*WHAT IS EXPECTED*. Across the whole listing, how many lines hold the word "getContext"? Reply with the number by itself.
=======
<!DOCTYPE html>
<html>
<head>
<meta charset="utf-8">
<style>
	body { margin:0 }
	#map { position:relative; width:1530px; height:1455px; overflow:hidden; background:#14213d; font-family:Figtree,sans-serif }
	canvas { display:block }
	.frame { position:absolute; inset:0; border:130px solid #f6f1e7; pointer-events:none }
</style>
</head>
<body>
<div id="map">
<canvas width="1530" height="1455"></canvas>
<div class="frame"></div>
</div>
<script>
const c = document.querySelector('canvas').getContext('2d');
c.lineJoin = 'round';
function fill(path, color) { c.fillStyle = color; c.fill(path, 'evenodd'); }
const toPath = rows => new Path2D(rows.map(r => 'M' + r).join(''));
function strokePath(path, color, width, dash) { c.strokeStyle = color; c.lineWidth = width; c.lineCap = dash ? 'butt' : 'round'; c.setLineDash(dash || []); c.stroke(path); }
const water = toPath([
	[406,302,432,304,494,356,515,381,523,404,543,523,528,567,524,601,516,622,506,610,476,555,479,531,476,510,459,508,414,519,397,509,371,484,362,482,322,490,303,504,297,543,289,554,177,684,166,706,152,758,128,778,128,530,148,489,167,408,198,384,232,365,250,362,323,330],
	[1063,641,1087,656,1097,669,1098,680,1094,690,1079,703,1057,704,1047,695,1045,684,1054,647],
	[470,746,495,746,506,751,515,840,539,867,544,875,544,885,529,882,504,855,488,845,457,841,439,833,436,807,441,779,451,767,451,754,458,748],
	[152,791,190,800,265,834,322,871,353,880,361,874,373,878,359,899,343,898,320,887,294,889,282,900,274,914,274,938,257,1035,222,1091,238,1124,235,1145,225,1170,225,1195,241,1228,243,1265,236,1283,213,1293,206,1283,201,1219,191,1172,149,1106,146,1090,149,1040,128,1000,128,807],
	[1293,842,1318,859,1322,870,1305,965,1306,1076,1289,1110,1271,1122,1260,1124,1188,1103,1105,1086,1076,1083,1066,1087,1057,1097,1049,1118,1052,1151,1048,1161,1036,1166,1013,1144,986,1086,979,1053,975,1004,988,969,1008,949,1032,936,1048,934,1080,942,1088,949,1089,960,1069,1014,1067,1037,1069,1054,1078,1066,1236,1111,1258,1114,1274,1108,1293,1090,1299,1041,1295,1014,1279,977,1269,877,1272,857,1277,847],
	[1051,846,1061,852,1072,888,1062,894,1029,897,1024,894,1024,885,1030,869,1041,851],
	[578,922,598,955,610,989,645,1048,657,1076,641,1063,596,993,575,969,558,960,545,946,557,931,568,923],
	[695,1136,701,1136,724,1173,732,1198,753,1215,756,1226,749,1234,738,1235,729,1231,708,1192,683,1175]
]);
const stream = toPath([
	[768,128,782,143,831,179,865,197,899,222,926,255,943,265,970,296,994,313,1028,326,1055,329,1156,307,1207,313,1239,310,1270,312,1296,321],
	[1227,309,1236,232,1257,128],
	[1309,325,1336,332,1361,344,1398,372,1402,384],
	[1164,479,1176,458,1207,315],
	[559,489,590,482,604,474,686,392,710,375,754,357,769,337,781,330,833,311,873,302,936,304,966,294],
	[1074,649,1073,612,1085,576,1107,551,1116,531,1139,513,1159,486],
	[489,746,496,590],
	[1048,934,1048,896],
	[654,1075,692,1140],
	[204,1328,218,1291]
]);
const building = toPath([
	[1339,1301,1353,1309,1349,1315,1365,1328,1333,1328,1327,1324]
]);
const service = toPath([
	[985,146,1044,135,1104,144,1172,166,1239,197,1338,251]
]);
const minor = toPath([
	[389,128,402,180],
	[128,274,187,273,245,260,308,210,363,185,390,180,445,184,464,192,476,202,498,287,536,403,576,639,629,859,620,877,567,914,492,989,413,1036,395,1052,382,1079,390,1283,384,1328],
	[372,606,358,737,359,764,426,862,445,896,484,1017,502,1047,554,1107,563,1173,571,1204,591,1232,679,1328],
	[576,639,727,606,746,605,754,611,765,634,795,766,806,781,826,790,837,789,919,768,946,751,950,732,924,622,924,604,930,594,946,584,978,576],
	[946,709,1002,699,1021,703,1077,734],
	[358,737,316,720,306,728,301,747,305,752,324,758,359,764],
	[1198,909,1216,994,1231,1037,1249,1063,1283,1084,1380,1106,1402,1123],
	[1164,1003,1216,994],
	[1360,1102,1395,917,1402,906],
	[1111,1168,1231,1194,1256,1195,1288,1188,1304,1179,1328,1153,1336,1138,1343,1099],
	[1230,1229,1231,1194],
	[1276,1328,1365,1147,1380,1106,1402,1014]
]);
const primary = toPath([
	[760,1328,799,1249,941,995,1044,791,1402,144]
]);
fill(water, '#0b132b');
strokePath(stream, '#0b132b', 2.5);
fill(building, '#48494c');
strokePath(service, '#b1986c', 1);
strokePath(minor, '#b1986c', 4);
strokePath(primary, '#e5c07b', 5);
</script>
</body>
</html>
=======
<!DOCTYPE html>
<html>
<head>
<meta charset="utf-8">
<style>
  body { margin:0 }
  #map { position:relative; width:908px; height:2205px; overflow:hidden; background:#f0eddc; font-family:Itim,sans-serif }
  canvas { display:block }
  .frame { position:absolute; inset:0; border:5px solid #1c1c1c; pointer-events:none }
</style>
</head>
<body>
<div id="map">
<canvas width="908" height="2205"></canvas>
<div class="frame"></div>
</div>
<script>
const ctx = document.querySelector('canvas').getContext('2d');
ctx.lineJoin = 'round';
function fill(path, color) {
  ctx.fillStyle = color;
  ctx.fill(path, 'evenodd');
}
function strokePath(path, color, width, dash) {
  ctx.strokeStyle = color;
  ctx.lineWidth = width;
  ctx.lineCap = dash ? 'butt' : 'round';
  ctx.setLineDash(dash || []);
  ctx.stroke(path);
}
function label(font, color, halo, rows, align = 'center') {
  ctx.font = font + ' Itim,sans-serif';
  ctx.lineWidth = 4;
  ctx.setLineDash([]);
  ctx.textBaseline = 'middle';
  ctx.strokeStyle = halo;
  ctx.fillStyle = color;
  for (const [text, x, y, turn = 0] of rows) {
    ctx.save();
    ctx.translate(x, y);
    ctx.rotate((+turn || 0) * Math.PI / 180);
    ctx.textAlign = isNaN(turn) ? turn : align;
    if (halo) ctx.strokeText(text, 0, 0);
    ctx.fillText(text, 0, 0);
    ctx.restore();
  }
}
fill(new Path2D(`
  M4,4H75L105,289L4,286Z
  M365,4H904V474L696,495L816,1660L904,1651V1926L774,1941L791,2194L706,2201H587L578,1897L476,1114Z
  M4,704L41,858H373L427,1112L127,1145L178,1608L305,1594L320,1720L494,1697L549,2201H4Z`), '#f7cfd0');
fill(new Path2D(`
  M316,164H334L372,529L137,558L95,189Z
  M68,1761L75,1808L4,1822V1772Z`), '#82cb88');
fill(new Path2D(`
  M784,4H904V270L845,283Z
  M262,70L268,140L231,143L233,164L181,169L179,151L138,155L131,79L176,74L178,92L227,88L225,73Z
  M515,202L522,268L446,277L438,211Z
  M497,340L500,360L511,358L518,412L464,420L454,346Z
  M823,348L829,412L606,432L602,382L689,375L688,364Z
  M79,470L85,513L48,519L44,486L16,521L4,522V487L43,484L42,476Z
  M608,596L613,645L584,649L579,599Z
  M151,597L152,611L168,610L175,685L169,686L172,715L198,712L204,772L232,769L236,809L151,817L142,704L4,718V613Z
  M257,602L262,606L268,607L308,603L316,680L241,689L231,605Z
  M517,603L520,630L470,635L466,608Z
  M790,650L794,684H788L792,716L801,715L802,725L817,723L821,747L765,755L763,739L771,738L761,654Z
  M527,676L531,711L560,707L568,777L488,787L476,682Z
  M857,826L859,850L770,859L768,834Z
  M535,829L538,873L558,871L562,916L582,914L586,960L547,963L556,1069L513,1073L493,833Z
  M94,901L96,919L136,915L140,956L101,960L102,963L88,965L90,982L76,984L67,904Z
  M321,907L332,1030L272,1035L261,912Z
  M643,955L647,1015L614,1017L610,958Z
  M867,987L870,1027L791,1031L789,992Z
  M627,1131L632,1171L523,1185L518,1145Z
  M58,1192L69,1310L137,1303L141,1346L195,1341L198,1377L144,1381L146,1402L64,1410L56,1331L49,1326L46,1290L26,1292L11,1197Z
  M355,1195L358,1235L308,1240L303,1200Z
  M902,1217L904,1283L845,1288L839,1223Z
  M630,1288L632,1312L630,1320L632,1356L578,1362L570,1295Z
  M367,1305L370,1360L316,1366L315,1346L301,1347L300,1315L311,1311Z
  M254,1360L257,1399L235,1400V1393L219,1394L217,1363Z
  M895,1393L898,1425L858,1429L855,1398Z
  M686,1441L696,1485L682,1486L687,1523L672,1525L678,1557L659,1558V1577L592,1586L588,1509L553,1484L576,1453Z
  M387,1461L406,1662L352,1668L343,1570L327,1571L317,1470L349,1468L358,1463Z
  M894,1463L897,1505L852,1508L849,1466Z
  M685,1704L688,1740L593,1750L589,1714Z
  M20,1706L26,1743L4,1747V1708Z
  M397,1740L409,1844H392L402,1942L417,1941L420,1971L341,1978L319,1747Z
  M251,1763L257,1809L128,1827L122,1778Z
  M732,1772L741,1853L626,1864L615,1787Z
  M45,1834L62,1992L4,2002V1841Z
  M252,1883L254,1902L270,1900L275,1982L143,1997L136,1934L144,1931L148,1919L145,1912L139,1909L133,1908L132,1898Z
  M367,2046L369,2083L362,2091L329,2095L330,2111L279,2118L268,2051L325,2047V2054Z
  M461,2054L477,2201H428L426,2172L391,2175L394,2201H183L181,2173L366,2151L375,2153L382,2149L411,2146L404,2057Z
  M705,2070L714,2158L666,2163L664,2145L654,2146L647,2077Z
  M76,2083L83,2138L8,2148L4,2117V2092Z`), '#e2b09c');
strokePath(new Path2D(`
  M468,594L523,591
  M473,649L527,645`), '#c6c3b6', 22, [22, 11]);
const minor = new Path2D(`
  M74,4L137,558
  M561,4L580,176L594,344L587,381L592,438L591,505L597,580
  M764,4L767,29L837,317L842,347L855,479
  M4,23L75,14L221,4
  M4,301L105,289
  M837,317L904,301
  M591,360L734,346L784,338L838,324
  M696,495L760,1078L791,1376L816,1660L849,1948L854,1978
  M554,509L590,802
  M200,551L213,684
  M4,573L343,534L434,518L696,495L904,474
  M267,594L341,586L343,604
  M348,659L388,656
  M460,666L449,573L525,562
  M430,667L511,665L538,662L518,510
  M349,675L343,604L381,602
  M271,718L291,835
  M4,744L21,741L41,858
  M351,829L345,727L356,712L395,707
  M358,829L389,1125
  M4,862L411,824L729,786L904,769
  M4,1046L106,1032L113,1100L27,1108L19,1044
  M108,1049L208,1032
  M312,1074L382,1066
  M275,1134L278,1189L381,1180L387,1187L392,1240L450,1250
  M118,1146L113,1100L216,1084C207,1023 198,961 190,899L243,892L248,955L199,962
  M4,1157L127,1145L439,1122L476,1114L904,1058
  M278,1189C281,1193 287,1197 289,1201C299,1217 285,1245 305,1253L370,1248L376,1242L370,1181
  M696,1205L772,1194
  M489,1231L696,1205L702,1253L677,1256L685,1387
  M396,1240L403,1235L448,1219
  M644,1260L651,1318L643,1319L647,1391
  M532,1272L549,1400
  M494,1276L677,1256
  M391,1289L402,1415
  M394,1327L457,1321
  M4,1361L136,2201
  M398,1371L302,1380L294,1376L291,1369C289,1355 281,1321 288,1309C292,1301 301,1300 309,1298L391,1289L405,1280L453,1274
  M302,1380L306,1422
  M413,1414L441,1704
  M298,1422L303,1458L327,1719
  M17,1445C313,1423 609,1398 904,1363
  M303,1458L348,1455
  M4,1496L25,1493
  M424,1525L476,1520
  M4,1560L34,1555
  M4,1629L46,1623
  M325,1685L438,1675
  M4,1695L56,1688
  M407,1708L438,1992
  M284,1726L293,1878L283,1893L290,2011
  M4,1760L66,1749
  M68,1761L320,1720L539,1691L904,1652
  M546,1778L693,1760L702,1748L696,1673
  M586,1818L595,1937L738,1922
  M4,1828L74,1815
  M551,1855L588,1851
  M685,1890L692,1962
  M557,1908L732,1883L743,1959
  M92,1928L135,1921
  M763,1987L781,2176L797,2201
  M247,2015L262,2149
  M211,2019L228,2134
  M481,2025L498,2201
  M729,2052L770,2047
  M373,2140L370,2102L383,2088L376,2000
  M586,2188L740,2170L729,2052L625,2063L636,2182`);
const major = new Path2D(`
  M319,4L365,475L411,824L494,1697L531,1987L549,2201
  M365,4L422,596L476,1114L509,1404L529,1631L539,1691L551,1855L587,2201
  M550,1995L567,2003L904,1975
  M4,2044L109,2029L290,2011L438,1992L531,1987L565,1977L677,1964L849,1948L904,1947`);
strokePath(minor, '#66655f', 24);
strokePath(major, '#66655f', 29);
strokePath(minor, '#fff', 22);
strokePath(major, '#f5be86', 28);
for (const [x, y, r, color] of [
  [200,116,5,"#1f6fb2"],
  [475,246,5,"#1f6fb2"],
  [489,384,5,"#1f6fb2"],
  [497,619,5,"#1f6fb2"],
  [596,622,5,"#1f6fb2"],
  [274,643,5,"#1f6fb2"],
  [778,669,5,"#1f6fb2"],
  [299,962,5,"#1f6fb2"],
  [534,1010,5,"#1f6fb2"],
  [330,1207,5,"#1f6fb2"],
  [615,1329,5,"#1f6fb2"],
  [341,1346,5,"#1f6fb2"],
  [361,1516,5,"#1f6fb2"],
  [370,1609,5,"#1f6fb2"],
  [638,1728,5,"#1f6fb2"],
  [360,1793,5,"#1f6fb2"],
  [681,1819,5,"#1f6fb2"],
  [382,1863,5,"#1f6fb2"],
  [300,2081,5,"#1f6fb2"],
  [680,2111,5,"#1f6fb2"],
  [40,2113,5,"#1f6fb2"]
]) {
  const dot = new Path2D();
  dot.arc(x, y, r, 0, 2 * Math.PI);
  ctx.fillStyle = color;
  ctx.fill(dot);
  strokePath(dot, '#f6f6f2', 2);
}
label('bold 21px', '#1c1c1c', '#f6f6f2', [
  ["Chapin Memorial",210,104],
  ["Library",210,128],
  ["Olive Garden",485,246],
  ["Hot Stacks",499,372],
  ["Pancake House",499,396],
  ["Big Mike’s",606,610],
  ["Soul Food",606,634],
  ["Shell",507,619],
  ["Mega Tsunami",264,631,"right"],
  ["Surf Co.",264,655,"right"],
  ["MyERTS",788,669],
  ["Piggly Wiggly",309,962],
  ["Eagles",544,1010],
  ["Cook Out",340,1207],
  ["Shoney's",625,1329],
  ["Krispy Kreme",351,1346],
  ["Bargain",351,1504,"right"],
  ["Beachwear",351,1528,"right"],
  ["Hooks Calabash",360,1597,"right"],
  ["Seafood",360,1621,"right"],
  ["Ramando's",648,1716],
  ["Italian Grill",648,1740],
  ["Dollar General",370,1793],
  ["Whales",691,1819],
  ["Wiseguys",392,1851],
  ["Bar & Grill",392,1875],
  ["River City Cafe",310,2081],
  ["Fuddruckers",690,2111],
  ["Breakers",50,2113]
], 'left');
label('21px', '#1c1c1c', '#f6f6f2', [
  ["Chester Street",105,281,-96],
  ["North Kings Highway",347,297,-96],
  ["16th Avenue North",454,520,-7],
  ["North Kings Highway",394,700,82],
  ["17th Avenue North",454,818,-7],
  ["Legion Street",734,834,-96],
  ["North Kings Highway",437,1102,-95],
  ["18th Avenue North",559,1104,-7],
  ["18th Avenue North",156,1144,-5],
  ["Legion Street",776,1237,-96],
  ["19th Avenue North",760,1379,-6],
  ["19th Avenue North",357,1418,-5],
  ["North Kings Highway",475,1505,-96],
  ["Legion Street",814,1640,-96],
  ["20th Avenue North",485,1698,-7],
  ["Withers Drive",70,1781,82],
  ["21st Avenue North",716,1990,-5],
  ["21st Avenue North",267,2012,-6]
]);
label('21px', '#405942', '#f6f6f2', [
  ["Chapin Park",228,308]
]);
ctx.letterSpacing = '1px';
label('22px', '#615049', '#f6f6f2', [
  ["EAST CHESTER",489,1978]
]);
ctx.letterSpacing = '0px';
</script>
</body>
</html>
=======
*WRITTEN ANSWER*. 2